"""
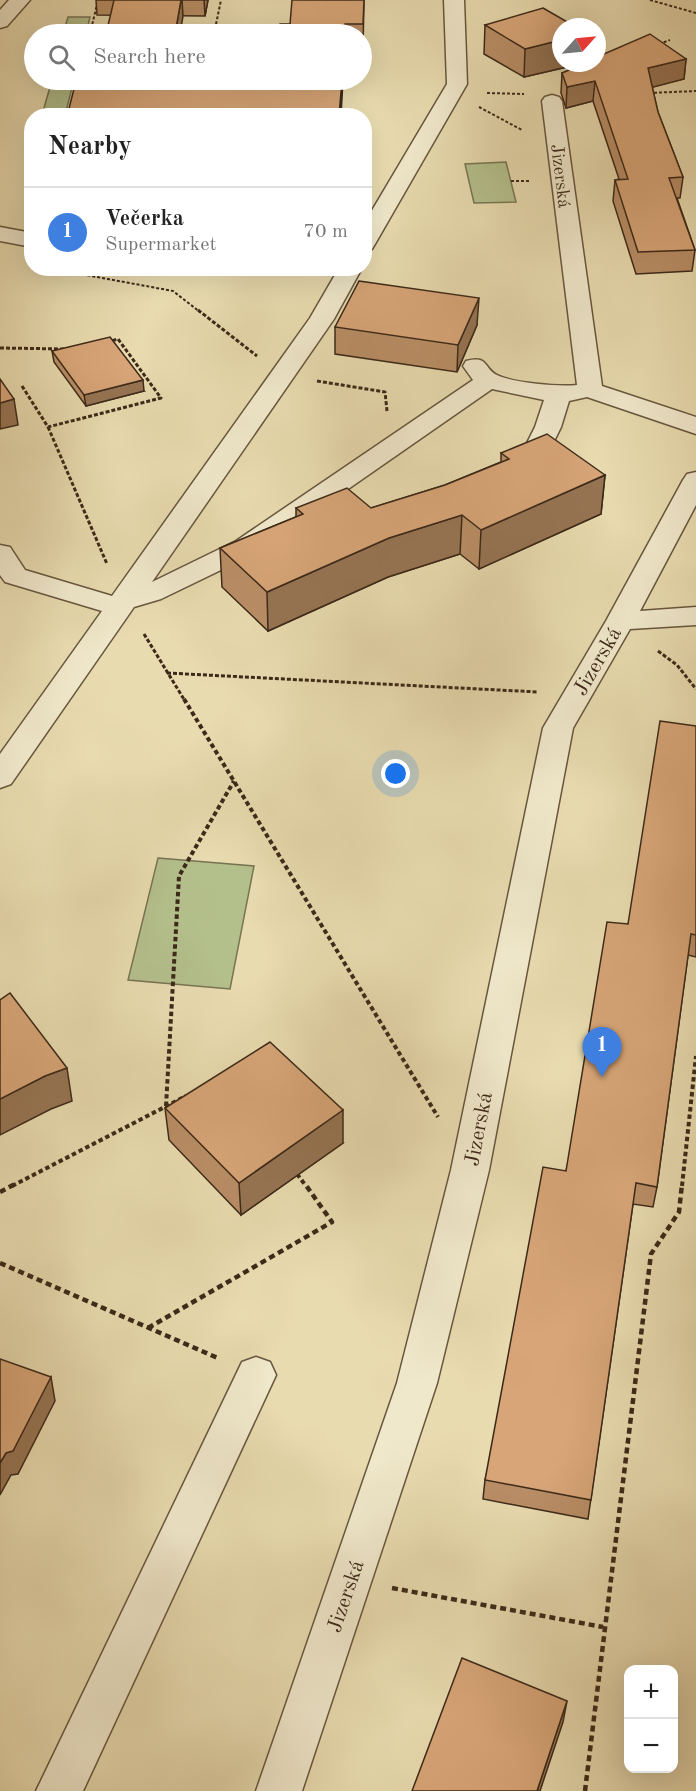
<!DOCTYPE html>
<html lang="en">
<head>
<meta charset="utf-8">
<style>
	:root { --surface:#fff; --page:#f6f6f6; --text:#222; --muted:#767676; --line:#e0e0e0; --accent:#ea580c }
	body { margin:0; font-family:"Old Standard TT",serif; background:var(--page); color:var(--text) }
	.controls { position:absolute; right:18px; bottom:18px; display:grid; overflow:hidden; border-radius:12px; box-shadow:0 6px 24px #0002 }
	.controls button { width:54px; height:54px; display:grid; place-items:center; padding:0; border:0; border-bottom:2px solid var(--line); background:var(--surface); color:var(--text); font:30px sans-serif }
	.compass { position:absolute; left:552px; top:18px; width:54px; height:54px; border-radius:50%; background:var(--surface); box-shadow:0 6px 24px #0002; rotate:63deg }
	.you { position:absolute; left:396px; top:774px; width:21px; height:21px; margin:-15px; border:4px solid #fff; border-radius:50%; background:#1a73e8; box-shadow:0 0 0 9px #1a73e833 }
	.badge { display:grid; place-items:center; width:39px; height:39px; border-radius:50%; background:var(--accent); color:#fff; font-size:20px; font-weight:700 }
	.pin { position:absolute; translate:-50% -50px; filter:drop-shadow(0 2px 3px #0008) }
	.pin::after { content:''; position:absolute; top:32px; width:21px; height:18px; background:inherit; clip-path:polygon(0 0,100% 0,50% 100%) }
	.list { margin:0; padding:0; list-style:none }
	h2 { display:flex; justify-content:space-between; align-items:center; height:78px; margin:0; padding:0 24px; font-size:26px }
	h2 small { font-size:20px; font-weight:400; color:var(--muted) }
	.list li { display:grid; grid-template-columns:39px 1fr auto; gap:18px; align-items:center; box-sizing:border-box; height:90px; padding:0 24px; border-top:2px solid var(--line) }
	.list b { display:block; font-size:22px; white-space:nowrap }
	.list p { margin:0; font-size:20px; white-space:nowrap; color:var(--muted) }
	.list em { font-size:20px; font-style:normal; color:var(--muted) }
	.icon { flex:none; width:33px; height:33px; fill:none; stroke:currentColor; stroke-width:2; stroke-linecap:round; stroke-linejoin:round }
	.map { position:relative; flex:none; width:696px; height:1791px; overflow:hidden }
	.search { position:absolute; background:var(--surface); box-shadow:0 6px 24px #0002; left:24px; top:24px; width:348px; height:66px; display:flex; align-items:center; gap:15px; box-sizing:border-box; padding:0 21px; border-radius:33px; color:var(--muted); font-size:22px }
	.panel { position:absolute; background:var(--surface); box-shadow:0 6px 24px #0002; left:24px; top:108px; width:348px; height:168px; border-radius:24px }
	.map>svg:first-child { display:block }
</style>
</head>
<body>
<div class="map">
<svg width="696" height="1791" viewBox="0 0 696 1791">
	<rect width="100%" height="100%" fill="#e8dbaf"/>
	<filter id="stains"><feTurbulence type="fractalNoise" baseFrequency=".00333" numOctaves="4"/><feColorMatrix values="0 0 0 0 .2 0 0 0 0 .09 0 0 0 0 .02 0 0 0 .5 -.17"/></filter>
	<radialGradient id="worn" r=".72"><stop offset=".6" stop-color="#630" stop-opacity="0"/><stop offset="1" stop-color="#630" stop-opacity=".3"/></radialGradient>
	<g fill="#b4c08c" stroke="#787452" stroke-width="1.5">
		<polygon points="68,17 90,17 86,34 63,34"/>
		<polygon points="52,80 74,80 65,115 42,115"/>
		<polygon points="506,162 516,202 474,203 465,164"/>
		<polygon points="158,858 254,866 230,989 128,980"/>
	</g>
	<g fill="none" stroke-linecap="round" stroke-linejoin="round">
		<defs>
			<g id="minor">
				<polygon points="9,0 30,0 7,26 0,28 0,10"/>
				<polygon points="444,0 464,0 467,84 375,244 372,249 364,251 364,224 447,84"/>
				<path d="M 552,95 L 559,97 L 562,101 L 602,386 L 696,417 L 696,434 L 587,397 L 569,401 L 561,427 L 542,466 C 535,477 521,479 509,476 L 505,470 L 509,464 L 518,461 L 535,427 L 544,400 L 492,389 L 256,553 L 161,599 L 134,607 L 11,784 L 0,788 L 0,754 L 102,611 L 5,582 L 0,575 L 0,545 L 10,547 L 25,570 L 112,596 L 310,318 L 339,268 L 362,268 L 334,319 L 152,582 L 236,541 L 473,380 L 463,366 L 466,361 C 489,355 483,368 497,375 C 513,383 559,387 577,385 L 542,101 L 545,97 Z"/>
				<polygon points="0,227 32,233 32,247 0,241"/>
				<polygon points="696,472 696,505 640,611 696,607 696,625 630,629 573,728 489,1170 437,1383 302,1791 256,1791 397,1383 451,1170 543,728 606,621 683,480 687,474"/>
				<polygon points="256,1357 270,1362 276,1375 83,1791 36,1791 242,1362"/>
			</g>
		</defs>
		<use href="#minor" stroke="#67563e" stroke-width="3"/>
		<g stroke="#3c2919" stroke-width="2" stroke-dasharray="3 2" stroke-linecap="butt">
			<polyline points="650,0 696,13"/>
			<polyline points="90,34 98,0"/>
			<polyline points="214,34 221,0"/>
			<polyline points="659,44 670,40"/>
			<polyline points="76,89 79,80"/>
			<polyline points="487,93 524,94"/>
			<polyline points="649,93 696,91"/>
			<polyline points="479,107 522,130"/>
			<polyline points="511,181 531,181"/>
			<polyline points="48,268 173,291 200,312"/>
			<polyline points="92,268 104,276"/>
		</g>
		<g stroke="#3c2919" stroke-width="3" stroke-dasharray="4 2" stroke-linecap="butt">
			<polyline points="198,310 257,356"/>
			<polyline points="0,348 65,349"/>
			<polyline points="317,381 385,392 387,411"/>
			<polyline points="22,386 48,427 161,398 118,339 108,342"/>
			<polyline points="48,427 107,564"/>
			<polyline points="144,634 185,701"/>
			<polyline points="658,651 677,665 696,689"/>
			<polyline points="167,673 538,692"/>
		</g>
		<g stroke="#3c2919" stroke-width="4" stroke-dasharray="4.5 3" stroke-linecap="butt">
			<polyline points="184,699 438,1117"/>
			<polyline points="166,1106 179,876 234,781"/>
			<polyline points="297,1174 306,1186"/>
			<polyline points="12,1186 186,1096"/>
			<polyline points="682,1186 696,1056"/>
		</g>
		<g stroke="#3c2919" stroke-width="4.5" stroke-dasharray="6 4" stroke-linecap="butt">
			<polyline points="0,1192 15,1184"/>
			<polyline points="0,1263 220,1359"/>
			<polyline points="148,1328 332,1222 305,1184"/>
			<polyline points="392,1588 603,1627"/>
			<polyline points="585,1791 651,1254 679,1212 682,1184"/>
		</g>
		<use href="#minor" fill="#f0e8cb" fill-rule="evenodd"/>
	</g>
	<g fill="#b98e66" stroke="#3c2919" stroke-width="1.5">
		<polygon points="96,0 208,0 205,16 97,15"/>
		<polygon points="364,0 363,48 362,48 362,34 279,34 290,24"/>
		<polygon points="485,25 584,63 524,77 484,54"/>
		<polygon points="686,59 684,79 652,87 658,112 683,177 680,198 677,198 695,250 692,271 636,274 613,201 615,180 619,179 593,101 566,108 561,93 562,73"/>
		<polygon points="477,325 457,372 335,354 335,327"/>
		<polygon points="52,351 144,391 86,406 54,362"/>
		<polygon points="501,453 605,475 601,514 479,569 460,554 388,577 268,631 222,587 220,548 296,517 296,508 371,508 445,485 501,462"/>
		<polygon points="696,726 696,957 688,955 657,1187 653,1207 633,1204 588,1519 483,1499 485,1480 566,1171 628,924"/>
		<polygon points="165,1108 343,1143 241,1215 169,1140"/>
	</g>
	<g fill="#967453" stroke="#3c2919" stroke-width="1.5">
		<polygon points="181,0 182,0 183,16 180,34 175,34"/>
		<polygon points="204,0 208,0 205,16"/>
		<polygon points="561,40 561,63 584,63 524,77 525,49"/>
		<polygon points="686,59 684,79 646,89 648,68"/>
		<polygon points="342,80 343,80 341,116 339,116"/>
		<polygon points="595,81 593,101 566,108 567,87"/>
		<polygon points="479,298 477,325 457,372 458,345"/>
		<polygon points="143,380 144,391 86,406 84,395"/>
		<polygon points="14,399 18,425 0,429 0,403"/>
		<polygon points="605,475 601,514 479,569 481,530"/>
		<polygon points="462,515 460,554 388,577 268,631 267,592 389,538"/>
		<polygon points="67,1068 72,1101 51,1109 0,1135 0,1099 45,1076"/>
		<polygon points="343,1110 343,1143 241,1215 239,1183"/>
		<polygon points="51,1377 55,1401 18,1474 11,1475 0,1495 0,1463"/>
		<polygon points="567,1701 563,1722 540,1791 537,1791"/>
	</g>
	<g fill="#d7a577" stroke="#3c2919" stroke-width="1.5">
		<polygon points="114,0 181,0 175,34 106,34"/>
		<polygon points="292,0 364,0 363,24 345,24 345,34 279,34 280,24 290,24"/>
		<polygon points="543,8 576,27 561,27 561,40 525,49 485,25"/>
		<polygon points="650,34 686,59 648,68 658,112 683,177 669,178 695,250 638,252 615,180 628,179 595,81 567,87 562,73 585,63 597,63 597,57"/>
		<polygon points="96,80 342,80 339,116 67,116 75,85 95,85"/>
		<polygon points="359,281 479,298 458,345 335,327"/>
		<polygon points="110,337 143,380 84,395 52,351"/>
		<polygon points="0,379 14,399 0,403"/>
		<polygon points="547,434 605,475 481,530 462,515 389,538 267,592 220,548 303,514 296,508 347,488 371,508 445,485 509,459 501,453"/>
		<polygon points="660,721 696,726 696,935 691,934 657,1187 636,1183 591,1500 485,1480 543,1167 566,1171 607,922 628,924"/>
		<polygon points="10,993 67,1068 45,1076 0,1099 0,1000"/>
		<polygon points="270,1042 343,1110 239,1183 165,1108"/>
		<polygon points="0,1359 51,1377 13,1451 6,1453 0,1463"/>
		<polygon points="462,1658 567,1701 537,1791 412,1791"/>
	</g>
	<g text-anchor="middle" stroke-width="4.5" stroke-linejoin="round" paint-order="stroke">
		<g font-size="18" fill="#3c2919" stroke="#f0e8cb">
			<text transform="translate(561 176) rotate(83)" y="6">Jizerská</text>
		</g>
		<g font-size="21" fill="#3c2919" stroke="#f0e8cb">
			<text transform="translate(597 661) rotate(-60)" y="7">Jizerská</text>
			<text transform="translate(478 1129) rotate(-79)" y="7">Jizerská</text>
			<text transform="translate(345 1596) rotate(-71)" y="7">Jizerská</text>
		</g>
	</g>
	<rect width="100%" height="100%" filter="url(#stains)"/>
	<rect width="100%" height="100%" fill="url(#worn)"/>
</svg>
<div class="controls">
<button>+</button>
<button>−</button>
</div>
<svg class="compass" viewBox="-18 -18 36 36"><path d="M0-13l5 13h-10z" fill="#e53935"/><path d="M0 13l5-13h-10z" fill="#767676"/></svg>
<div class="you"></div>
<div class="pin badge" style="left:602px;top:1077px;background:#3f7fe0">1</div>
<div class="search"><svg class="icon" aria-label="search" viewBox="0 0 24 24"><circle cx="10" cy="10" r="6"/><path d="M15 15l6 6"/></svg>Search here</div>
<section class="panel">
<h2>Nearby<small></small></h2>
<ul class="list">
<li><span class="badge" style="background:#3f7fe0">1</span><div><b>Večerka</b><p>Supermarket</p></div><em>70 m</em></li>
</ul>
</section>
</div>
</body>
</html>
"""
[REQUIRED WORK] Number of lines containing "place" in the material above: give that number alone.

[TASK RESPONSE] 2